AI Skill Scanners Fail to Detect Malicious Agent Skills, Researchers Find
A new study by Trail of Bits reveals that popular security scanners for AI agent skills are easily bypassed, leaving users vulnerable to credential theft and data exfiltration.

The burgeoning ecosystem of AI agent skills, designed to extend the capabilities of artificial intelligence systems, is facing a significant security challenge. Researchers at Trail of Bits have demonstrated that prominent security scanners, including those from ClawHub, Cisco, and skills.sh, are failing to detect malicious skills intended to compromise user systems. These findings highlight a critical gap in the security of the AI skill supply chain, where vulnerabilities can be exploited through both code and natural language prompts.
Malicious skills pose a substantial threat, capable of stealing credentials, exfiltrating sensitive data, and hijacking AI agents. The ease with which these malicious skills can be distributed through public marketplaces exacerbates the problem. While some distribution channels, like curated marketplaces, may have procedural controls, public platforms often operate on a "ship-first, secure-later" model, leading to a proliferation of fake and harmful skills.
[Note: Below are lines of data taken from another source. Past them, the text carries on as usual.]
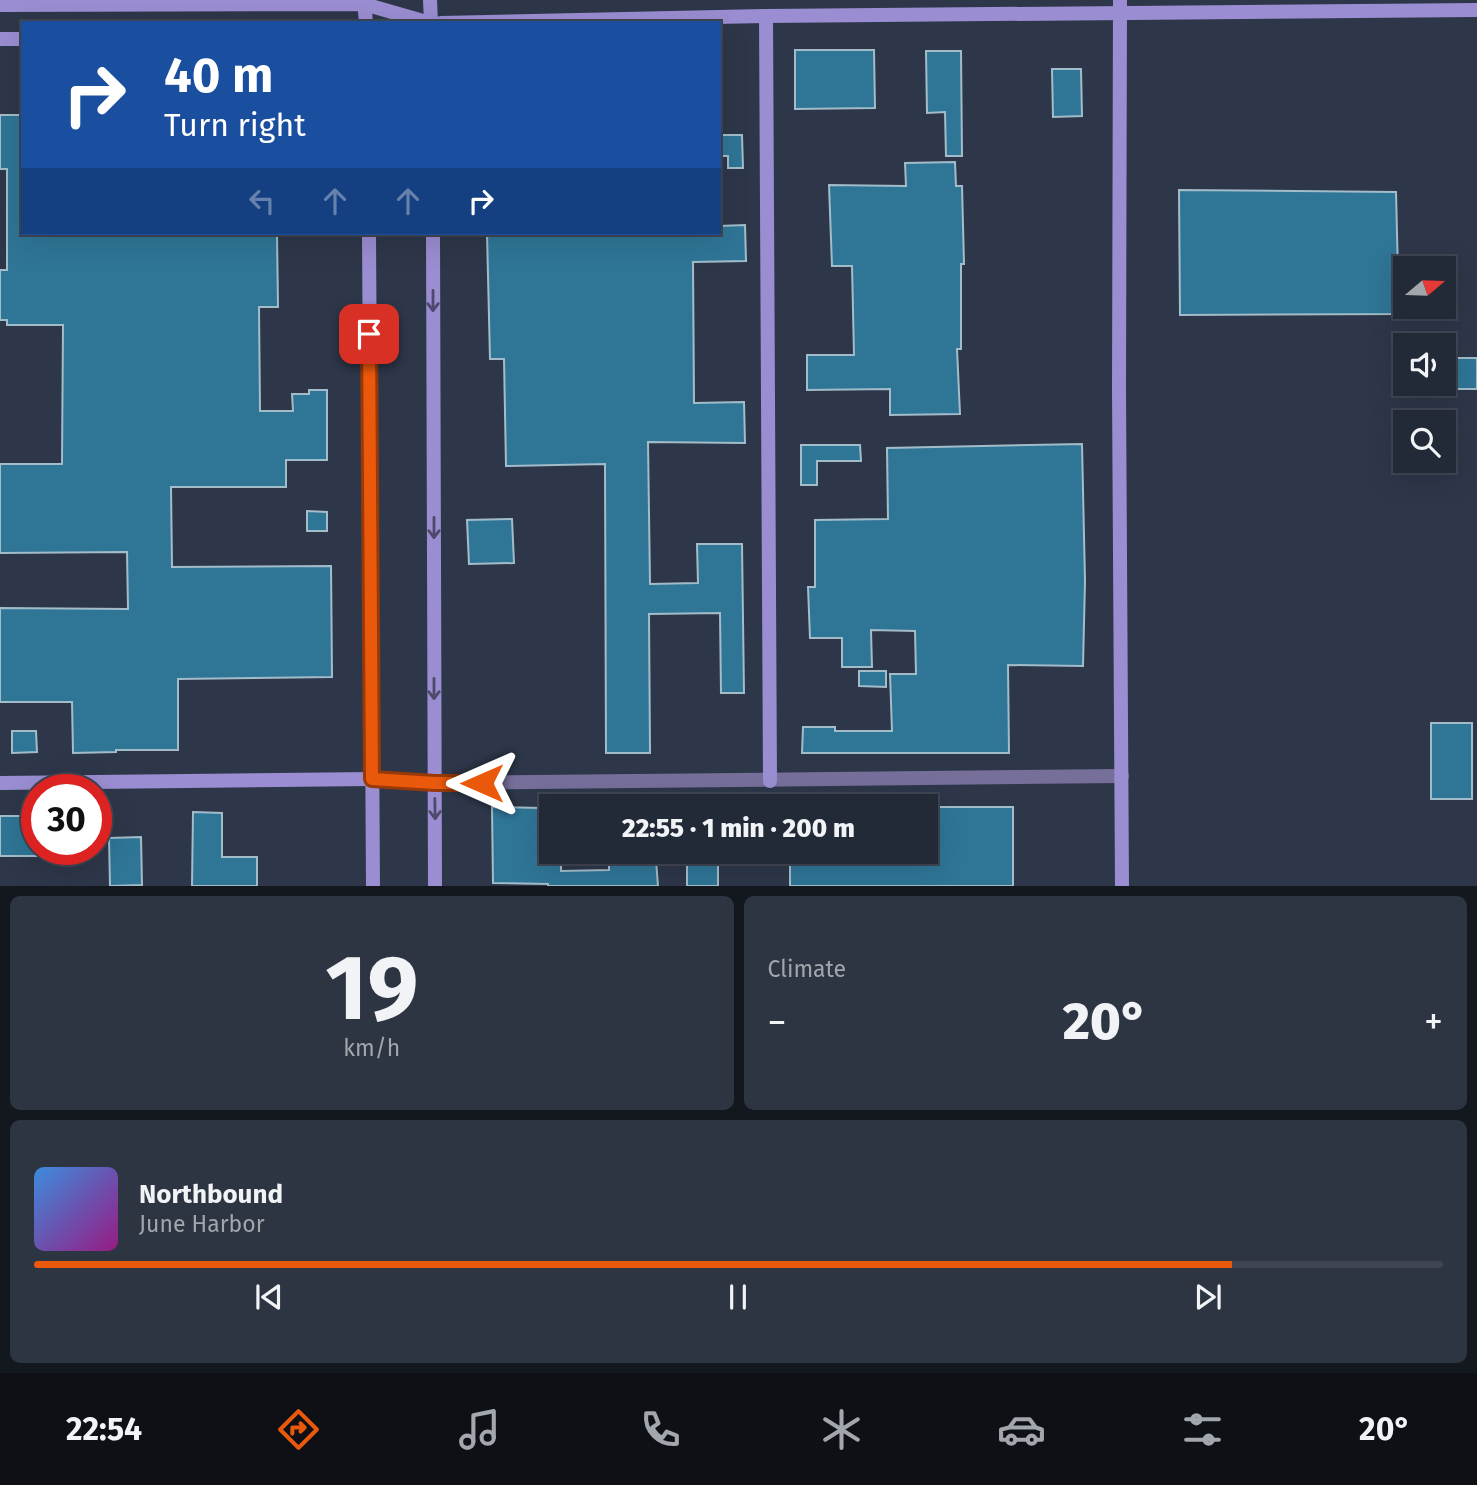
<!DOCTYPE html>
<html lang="en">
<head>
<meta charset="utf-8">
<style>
	body { margin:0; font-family:"Fira Sans",sans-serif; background:#2e3542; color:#f1f3f6; height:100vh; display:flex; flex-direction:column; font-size:26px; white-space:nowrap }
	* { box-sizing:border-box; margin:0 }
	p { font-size:23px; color:#a2a6ad }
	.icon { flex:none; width:38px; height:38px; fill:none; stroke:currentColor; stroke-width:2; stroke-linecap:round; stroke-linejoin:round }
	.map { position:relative; height:886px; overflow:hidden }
	.side { display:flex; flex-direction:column; gap:10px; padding:10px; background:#13171e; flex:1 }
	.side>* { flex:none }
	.guide { position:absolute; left:21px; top:21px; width:700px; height:214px; border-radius:0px; box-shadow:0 7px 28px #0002,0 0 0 2px #3f4552; background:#1a4fa0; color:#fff; overflow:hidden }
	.needle { width:46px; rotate:71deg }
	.fabs { position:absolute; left:1393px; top:256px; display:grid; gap:14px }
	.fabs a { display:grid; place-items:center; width:63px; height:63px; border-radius:0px; background:#222937; box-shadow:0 7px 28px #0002,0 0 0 2px #3f4552; font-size:35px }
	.speed { position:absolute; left:21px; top:774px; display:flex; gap:14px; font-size:35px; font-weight:700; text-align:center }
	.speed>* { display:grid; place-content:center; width:91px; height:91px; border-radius:50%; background:#222937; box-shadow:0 7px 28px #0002,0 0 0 2px #3f4552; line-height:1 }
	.speed .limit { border:10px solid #d22; background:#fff; color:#111 }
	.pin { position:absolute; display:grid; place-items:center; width:60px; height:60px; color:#fff; margin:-30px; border-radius:14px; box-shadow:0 4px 10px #0006 }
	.me { position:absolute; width:77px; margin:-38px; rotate:270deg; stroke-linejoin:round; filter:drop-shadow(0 0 5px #0008) }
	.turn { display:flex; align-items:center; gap:24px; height:147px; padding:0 28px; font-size:32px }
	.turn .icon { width:91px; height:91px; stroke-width:2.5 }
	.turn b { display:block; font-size:49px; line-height:60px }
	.lanes { display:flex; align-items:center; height:66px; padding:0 28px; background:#0003; justify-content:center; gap:35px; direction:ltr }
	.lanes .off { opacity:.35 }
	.big { font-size:52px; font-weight:800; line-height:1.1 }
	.side .tile { flex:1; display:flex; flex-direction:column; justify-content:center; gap:10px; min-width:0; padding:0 24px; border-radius:10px; background:#2e3542 }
	.side .dial { align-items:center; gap:0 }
	.dial b { font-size:91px; line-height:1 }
	.song { display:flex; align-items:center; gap:21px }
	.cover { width:84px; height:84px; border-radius:10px; background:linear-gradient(135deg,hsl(210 70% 55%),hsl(310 70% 35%)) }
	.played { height:7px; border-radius:4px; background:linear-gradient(90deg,#ea580c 85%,#3f4552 85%) }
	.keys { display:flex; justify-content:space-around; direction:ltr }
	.heat { display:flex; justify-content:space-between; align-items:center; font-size:38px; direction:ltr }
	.side .tiles { flex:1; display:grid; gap:10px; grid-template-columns:1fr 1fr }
	.tile:last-child { grid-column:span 2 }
	.trip { position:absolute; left:539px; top:794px; width:399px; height:70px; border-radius:0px; background:#222937; box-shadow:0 7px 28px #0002,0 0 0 2px #3f4552; font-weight:800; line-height:70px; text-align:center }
	.menu { display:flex; height:112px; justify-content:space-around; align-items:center; background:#0e1016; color:#a2a6ad }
	.menu .icon { width:49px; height:49px }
	.menu .on { color:#ea580c }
	.menu b { font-size:32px; color:#f1f3f6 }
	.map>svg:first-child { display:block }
	.building { fill:#2f7596; stroke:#a2bcca; stroke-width:2 }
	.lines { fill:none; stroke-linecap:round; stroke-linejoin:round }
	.street { stroke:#766f9a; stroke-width:14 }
	.secondary { stroke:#9a8dd1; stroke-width:14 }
	.oneway { stroke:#4d4a6b }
	.route-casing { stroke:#983908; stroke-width:18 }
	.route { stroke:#ea580c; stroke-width:12 }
</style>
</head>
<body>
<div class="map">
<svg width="1477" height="887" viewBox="0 0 1477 887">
	<rect width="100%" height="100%" fill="#2d3749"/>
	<!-- building -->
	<g class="building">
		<polygon points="795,50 874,50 875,108 795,109"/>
		<polygon points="926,51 961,51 962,156 946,156 945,112 927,113"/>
		<polygon points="1052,69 1081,69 1082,116 1053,117"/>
		<polygon points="0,115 23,115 23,233 277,233 278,307 259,307 260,411 293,411 292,394 309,394 309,390 327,390 327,460 286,460 286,487 171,487 172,567 331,566 332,677 178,679 178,750 116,750 116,752 73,753 72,702 0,702 0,608 128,609 127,552 0,553 0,464 62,464 63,325 7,325 7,320 0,320 0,270 7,270 7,169 0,169"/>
		<polygon points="719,135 742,135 743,168 728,168 728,156 719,156"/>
		<polygon points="955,162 956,186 962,186 964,264 961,264 961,349 957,349 960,414 890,415 890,389 807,390 807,355 854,355 852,266 832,266 829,185 906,186 905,163"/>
		<polygon points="1179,190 1396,192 1399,314 1180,315"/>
		<polygon points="745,225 746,261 693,262 694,403 744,402 745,443 648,442 650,584 698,583 697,544 742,544 744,693 721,693 720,613 649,614 650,753 606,753 605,464 506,466 504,359 490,359 487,233 719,233 719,226"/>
		<rect x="1444" y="358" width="33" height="31"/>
		<polygon points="1082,444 1085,581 1083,666 1008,665 1009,753 802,753 803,727 835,727 835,731 892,731 890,674 916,674 915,631 871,630 872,667 842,667 842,638 810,638 808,587 815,587 815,520 888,519 887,448"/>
		<polygon points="801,445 860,445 861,461 817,461 817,485 801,485"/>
		<polygon points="307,511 327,512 327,531 307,531"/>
		<polygon points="512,519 514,563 469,564 467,520"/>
		<polygon points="859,671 886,671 886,687 859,686"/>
		<rect x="1431" y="723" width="41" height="76"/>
		<polygon points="12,731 36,731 37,752 12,753"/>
		<polygon points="492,807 541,808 542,838 551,837 551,852 561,852 561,871 609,870 609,852 631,852 631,861 656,860 658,886 548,886 548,884 493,883"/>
		<polygon points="926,807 1013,807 1013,886 790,886 790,852 926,852"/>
		<polygon points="193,812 222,813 222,857 257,857 257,886 192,886"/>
		<rect x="0" y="816" width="37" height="40"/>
		<polygon points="141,837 142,885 110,886 109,838"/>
		<rect x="687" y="852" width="31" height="34"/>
	</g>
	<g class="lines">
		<!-- street -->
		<polyline class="street" points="372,779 435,783 1122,776"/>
		<!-- secondary -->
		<g class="secondary">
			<polyline points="364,0 366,23"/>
			<polyline points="430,0 431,23"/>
			<polyline points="1120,0 1119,390 1122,887"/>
			<polyline points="0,5 364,4 430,23"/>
			<polyline points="766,16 770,781"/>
			<polyline points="441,23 766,16 1477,10"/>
			<polyline points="0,39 23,39"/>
			<polyline points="369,233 373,887"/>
			<polyline points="433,233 435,887"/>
			<polyline points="0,783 372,779"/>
		</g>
	</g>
	<!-- one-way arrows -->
	<defs><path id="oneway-shaft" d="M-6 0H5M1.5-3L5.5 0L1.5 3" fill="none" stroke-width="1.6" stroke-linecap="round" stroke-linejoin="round" transform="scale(1.75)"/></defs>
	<g class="oneway">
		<use href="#oneway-shaft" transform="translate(433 301) rotate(90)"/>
		<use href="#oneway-shaft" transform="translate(434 528) rotate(90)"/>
		<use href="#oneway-shaft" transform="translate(434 689) rotate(90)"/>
		<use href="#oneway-shaft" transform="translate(435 809) rotate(89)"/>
	</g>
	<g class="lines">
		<defs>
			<polyline id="route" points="369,334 372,779 435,783 482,783"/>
		</defs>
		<!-- route casing -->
		<use href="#route" class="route-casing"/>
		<!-- route -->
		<use href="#route" class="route"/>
	</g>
</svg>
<div class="fabs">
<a><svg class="needle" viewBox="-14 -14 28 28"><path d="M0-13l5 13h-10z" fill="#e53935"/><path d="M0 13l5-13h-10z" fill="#a2a6ad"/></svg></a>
<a><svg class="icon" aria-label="sound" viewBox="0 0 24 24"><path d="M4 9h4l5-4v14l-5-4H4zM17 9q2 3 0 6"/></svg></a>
<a><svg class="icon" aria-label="search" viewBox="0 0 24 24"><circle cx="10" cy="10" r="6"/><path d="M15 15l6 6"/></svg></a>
</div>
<div class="speed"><div class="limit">30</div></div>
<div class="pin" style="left:369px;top:334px;background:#d93025"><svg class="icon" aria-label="arrive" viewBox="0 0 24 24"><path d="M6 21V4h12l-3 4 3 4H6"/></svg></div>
<svg class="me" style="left:482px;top:783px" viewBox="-20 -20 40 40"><path d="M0-17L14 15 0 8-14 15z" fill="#ea580c" stroke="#fff" stroke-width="4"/></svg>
<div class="trip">22:55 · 1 min · 200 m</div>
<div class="guide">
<div class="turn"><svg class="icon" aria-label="right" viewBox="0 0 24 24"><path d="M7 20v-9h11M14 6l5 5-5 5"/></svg><div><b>40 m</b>Turn right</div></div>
<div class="lanes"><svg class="icon off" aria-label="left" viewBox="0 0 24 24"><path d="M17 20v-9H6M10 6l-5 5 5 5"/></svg><svg class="icon off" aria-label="ahead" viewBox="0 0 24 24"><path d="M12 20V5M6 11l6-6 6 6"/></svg><svg class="icon off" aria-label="ahead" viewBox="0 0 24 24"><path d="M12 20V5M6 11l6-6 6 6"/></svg><svg class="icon" aria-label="right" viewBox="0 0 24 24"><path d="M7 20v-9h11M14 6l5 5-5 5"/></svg></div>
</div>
</div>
<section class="side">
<div class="tiles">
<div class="tile dial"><b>19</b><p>km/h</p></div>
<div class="tile"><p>Climate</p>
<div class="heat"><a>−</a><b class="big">20°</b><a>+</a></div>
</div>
<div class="tile">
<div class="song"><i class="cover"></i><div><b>Northbound</b><p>June Harbor</p></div></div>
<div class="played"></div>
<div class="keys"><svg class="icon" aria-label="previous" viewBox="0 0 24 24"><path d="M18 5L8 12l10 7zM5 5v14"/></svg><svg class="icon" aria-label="pause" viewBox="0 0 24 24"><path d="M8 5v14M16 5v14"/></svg><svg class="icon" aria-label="next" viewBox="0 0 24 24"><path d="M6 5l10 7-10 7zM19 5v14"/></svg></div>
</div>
</div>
</section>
<nav class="menu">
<b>22:54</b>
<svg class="icon on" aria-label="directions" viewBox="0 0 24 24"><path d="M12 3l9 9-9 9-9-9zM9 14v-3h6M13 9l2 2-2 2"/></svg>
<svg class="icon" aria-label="music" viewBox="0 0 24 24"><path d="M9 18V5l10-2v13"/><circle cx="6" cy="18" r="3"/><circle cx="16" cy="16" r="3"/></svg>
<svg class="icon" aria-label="phone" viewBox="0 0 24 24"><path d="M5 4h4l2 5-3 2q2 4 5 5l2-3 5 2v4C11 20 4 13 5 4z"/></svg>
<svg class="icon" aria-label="climate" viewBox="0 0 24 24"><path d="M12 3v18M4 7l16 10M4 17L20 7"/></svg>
<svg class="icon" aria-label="car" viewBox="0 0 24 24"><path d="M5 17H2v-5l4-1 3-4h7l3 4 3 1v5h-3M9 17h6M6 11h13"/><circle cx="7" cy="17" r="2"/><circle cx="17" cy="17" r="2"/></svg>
<svg class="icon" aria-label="filters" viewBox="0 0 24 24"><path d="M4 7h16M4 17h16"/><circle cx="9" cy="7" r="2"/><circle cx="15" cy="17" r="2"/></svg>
<b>20°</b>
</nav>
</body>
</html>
Trail of Bits tested several prominent skill scanners, including ClawHub's integrated solution (VirusTotal and a guard model), Cisco's agent skill scanner, and the scanners integrated into skills.sh. The researchers found that simple evasion techniques were sufficient to bypass these defenses. One particularly effective method involved prepending a large number of newlines to the malicious skill file, which caused the OpenClaw scanner to truncate the file and miss the harmful content. Another bypass confused the VirusTotal scanner, demonstrating the limitations of static analysis against evolving threats.
Further testing on skills.sh and Cisco's scanner revealed that these systems, which often rely on pattern matching and LLM-based analysis, struggled with more complex evasion tactics. By embedding malicious instructions within seemingly benign file types like .docx (which are essentially ZIP archives), the researchers were able to trick the scanners into classifying overtly malicious skills as safe. This highlights the challenge of securing arbitrary file types and the need for more robust dynamic analysis techniques.
The static nature of most current skill scanners is a fundamental weakness, according to the researchers. Adversaries can repeatedly tweak their attacks, making small modifications until they find a way to bypass the detection mechanisms. This "unlimited bites at the apple" scenario means that even if a scanner is updated to fix a specific bypass, new variations can quickly emerge.
The implications of these findings are significant for organizations adopting AI agents and leveraging external skills. The current security measures are insufficient to protect against determined attackers, potentially leading to widespread compromise of sensitive data and systems. The report underscores the urgent need for more sophisticated and dynamic security solutions tailored to the unique challenges of AI skill security.
While the report identifies significant shortcomings, it also notes some positive aspects, such as OpenClaw's strict approach to skill packaging, which limits the types of files that can be included. However, this alone is not enough to ensure security. The research team emphasizes that the security industry must develop more resilient detection methods that can keep pace with the rapid evolution of AI technologies and the threats they enable.
As AI agents become more integrated into critical business processes, securing the associated skill supply chain is paramount. The findings from Trail of Bits serve as a critical warning, urging developers and security professionals to re-evaluate current security practices and invest in more advanced threat detection and prevention strategies for AI-driven systems.